-- RECORDED DATA follows --
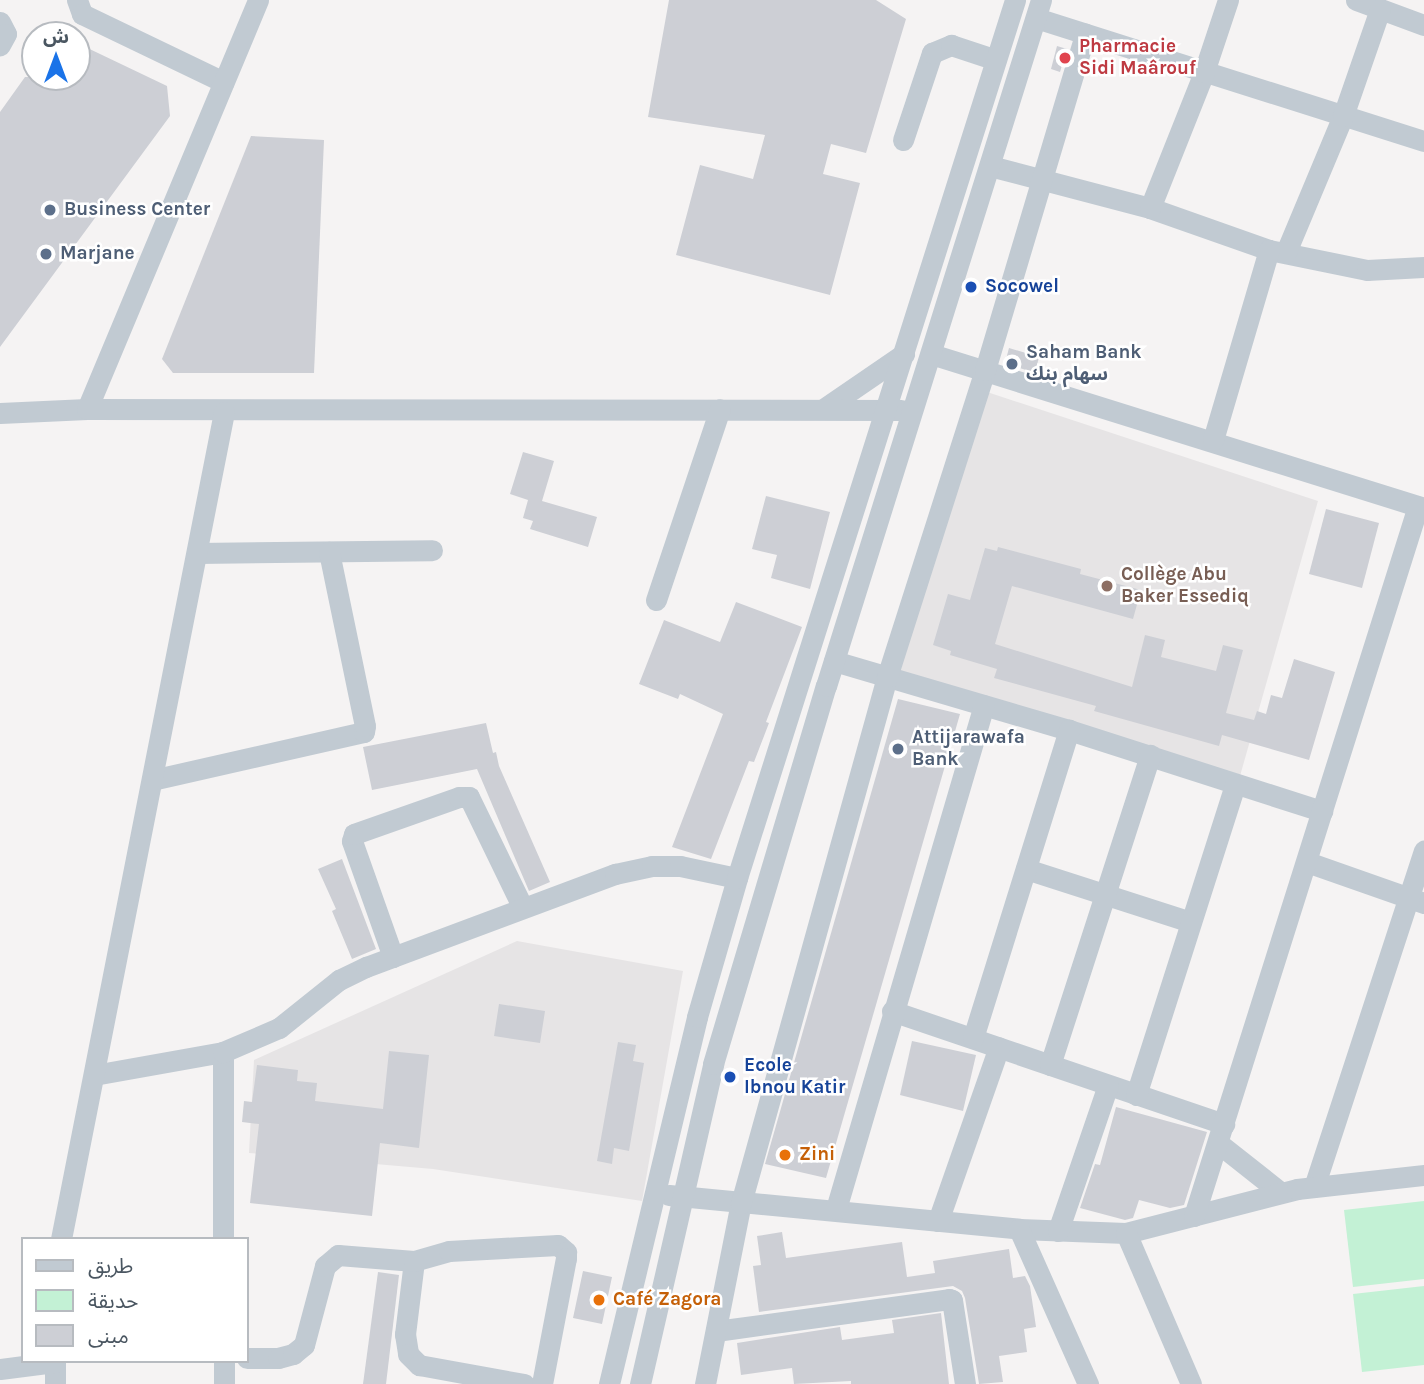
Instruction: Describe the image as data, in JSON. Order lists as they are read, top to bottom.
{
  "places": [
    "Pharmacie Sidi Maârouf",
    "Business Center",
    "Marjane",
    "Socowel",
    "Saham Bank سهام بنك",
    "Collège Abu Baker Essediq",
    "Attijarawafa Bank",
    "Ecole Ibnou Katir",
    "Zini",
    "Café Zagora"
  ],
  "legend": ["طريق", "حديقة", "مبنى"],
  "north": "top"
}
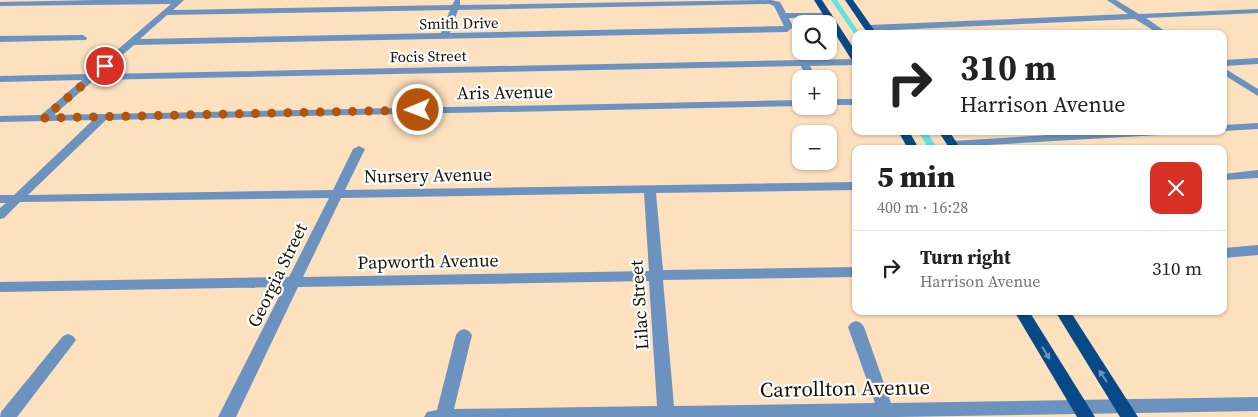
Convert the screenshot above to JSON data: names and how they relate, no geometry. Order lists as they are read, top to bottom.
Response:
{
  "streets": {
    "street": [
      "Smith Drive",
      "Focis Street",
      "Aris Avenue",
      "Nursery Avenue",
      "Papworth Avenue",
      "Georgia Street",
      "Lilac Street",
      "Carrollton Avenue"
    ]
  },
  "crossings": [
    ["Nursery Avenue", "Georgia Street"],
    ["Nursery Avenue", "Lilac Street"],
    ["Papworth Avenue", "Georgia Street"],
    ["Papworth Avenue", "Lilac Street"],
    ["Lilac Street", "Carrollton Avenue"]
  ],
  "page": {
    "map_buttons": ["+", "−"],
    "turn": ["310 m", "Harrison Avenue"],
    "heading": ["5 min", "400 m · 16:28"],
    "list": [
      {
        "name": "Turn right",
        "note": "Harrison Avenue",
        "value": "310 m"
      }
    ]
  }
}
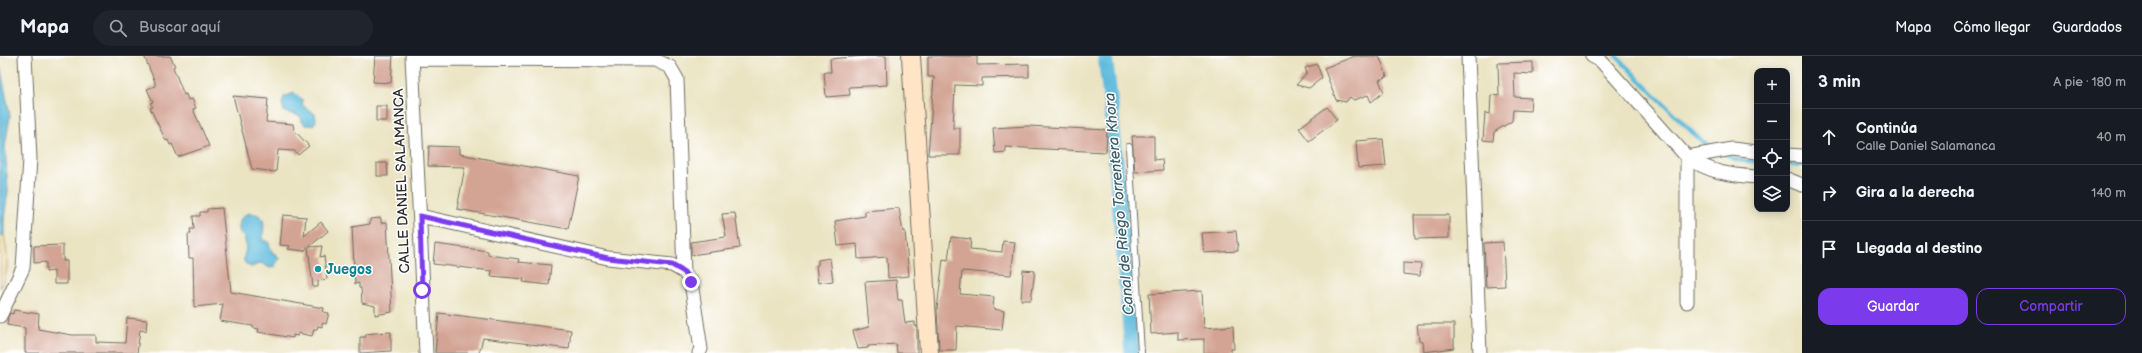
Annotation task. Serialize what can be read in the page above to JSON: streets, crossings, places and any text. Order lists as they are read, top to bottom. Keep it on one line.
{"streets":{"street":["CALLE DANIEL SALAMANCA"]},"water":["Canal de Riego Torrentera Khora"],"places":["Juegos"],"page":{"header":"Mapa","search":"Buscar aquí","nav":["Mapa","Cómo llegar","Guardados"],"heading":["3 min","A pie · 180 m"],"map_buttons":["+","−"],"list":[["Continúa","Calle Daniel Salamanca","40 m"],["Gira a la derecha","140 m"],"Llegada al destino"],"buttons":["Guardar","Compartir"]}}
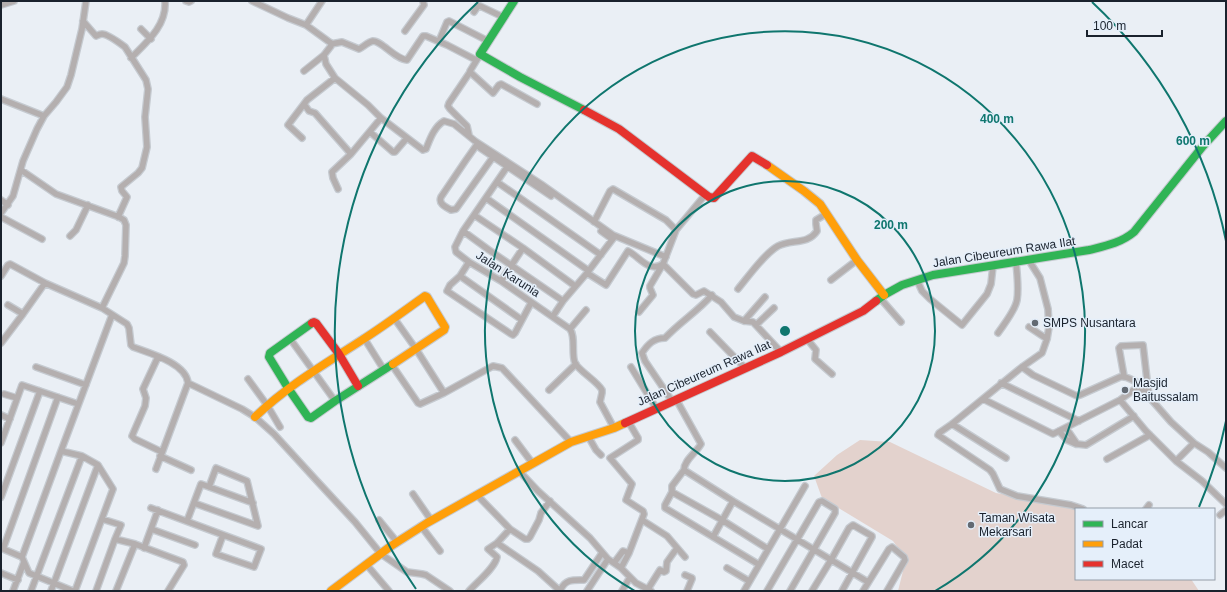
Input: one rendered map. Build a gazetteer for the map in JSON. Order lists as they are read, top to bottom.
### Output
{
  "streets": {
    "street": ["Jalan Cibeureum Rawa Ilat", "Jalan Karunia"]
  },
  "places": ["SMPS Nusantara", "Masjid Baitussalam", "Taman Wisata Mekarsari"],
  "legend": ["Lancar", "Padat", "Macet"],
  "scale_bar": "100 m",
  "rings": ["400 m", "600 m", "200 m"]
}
-- RECORDED DATA concluded --
REQUIRED ACTION: Copy every line above exactly, leaving no picture in the copy.

TASK OUTPUT:
Instruction: Describe the image as data, in JSON. Order lists as they are read, top to bottom.
{
  "places": [
    "Pharmacie Sidi Maârouf",
    "Business Center",
    "Marjane",
    "Socowel",
    "Saham Bank سهام بنك",
    "Collège Abu Baker Essediq",
    "Attijarawafa Bank",
    "Ecole Ibnou Katir",
    "Zini",
    "Café Zagora"
  ],
  "legend": ["طريق", "حديقة", "مبنى"],
  "north": "top"
}
Convert the screenshot above to JSON data: names and how they relate, no geometry. Order lists as they are read, top to bottom.
Response:
{
  "streets": {
    "street": [
      "Smith Drive",
      "Focis Street",
      "Aris Avenue",
      "Nursery Avenue",
      "Papworth Avenue",
      "Georgia Street",
      "Lilac Street",
      "Carrollton Avenue"
    ]
  },
  "crossings": [
    ["Nursery Avenue", "Georgia Street"],
    ["Nursery Avenue", "Lilac Street"],
    ["Papworth Avenue", "Georgia Street"],
    ["Papworth Avenue", "Lilac Street"],
    ["Lilac Street", "Carrollton Avenue"]
  ],
  "page": {
    "map_buttons": ["+", "−"],
    "turn": ["310 m", "Harrison Avenue"],
    "heading": ["5 min", "400 m · 16:28"],
    "list": [
      {
        "name": "Turn right",
        "note": "Harrison Avenue",
        "value": "310 m"
      }
    ]
  }
}
Annotation task. Serialize what can be read in the page above to JSON: streets, crossings, places and any text. Order lists as they are read, top to bottom. Keep it on one line.
{"streets":{"street":["CALLE DANIEL SALAMANCA"]},"water":["Canal de Riego Torrentera Khora"],"places":["Juegos"],"page":{"header":"Mapa","search":"Buscar aquí","nav":["Mapa","Cómo llegar","Guardados"],"heading":["3 min","A pie · 180 m"],"map_buttons":["+","−"],"list":[["Continúa","Calle Daniel Salamanca","40 m"],["Gira a la derecha","140 m"],"Llegada al destino"],"buttons":["Guardar","Compartir"]}}
Input: one rendered map. Build a gazetteer for the map in JSON. Order lists as they are read, top to bottom.
### Output
{
  "streets": {
    "street": ["Jalan Cibeureum Rawa Ilat", "Jalan Karunia"]
  },
  "places": ["SMPS Nusantara", "Masjid Baitussalam", "Taman Wisata Mekarsari"],
  "legend": ["Lancar", "Padat", "Macet"],
  "scale_bar": "100 m",
  "rings": ["400 m", "600 m", "200 m"]
}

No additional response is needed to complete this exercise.